| TRY IT |
Transcribe the data exactly.
__________________________________________________
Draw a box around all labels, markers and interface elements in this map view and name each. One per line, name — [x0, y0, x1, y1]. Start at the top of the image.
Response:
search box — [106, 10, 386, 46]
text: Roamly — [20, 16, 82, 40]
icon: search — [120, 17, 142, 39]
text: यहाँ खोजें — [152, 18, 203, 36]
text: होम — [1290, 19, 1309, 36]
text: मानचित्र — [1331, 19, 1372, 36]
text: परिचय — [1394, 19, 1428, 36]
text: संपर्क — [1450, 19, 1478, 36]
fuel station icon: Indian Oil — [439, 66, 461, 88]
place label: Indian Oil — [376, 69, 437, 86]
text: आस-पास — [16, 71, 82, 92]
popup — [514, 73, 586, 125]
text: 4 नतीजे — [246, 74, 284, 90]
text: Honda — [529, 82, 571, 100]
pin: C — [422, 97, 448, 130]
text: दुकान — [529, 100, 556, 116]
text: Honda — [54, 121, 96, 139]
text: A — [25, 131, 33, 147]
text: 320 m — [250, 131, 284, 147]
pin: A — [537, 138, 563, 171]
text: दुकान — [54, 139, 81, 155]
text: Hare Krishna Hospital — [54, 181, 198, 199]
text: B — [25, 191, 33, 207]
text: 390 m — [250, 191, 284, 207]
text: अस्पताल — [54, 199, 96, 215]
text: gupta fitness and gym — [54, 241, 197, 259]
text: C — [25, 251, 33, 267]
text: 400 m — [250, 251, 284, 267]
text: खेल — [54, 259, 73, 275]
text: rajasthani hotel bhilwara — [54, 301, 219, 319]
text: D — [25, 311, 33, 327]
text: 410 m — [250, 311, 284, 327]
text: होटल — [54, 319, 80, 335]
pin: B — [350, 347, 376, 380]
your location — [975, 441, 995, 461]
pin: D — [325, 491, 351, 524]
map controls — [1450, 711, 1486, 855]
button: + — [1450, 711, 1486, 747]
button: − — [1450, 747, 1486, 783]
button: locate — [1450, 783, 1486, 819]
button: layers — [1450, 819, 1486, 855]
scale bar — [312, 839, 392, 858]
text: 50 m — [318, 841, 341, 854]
__________________________________________________
| OUTPUT |
Draw a box around all labels, markers and interface elements in this map view and name each. One per line, name — [x0, y0, x1, y1]. Start at the top of the image.
Response:
search box — [106, 10, 386, 46]
text: Roamly — [20, 16, 82, 40]
icon: search — [120, 17, 142, 39]
text: यहाँ खोजें — [152, 18, 203, 36]
text: होम — [1290, 19, 1309, 36]
text: मानचित्र — [1331, 19, 1372, 36]
text: परिचय — [1394, 19, 1428, 36]
text: संपर्क — [1450, 19, 1478, 36]
fuel station icon: Indian Oil — [439, 66, 461, 88]
place label: Indian Oil — [376, 69, 437, 86]
text: आस-पास — [16, 71, 82, 92]
popup — [514, 73, 586, 125]
text: 4 नतीजे — [246, 74, 284, 90]
text: Honda — [529, 82, 571, 100]
pin: C — [422, 97, 448, 130]
text: दुकान — [529, 100, 556, 116]
text: Honda — [54, 121, 96, 139]
text: A — [25, 131, 33, 147]
text: 320 m — [250, 131, 284, 147]
pin: A — [537, 138, 563, 171]
text: दुकान — [54, 139, 81, 155]
text: Hare Krishna Hospital — [54, 181, 198, 199]
text: B — [25, 191, 33, 207]
text: 390 m — [250, 191, 284, 207]
text: अस्पताल — [54, 199, 96, 215]
text: gupta fitness and gym — [54, 241, 197, 259]
text: C — [25, 251, 33, 267]
text: 400 m — [250, 251, 284, 267]
text: खेल — [54, 259, 73, 275]
text: rajasthani hotel bhilwara — [54, 301, 219, 319]
text: D — [25, 311, 33, 327]
text: 410 m — [250, 311, 284, 327]
text: होटल — [54, 319, 80, 335]
pin: B — [350, 347, 376, 380]
your location — [975, 441, 995, 461]
pin: D — [325, 491, 351, 524]
map controls — [1450, 711, 1486, 855]
button: + — [1450, 711, 1486, 747]
button: − — [1450, 747, 1486, 783]
button: locate — [1450, 783, 1486, 819]
button: layers — [1450, 819, 1486, 855]
scale bar — [312, 839, 392, 858]
text: 50 m — [318, 841, 341, 854]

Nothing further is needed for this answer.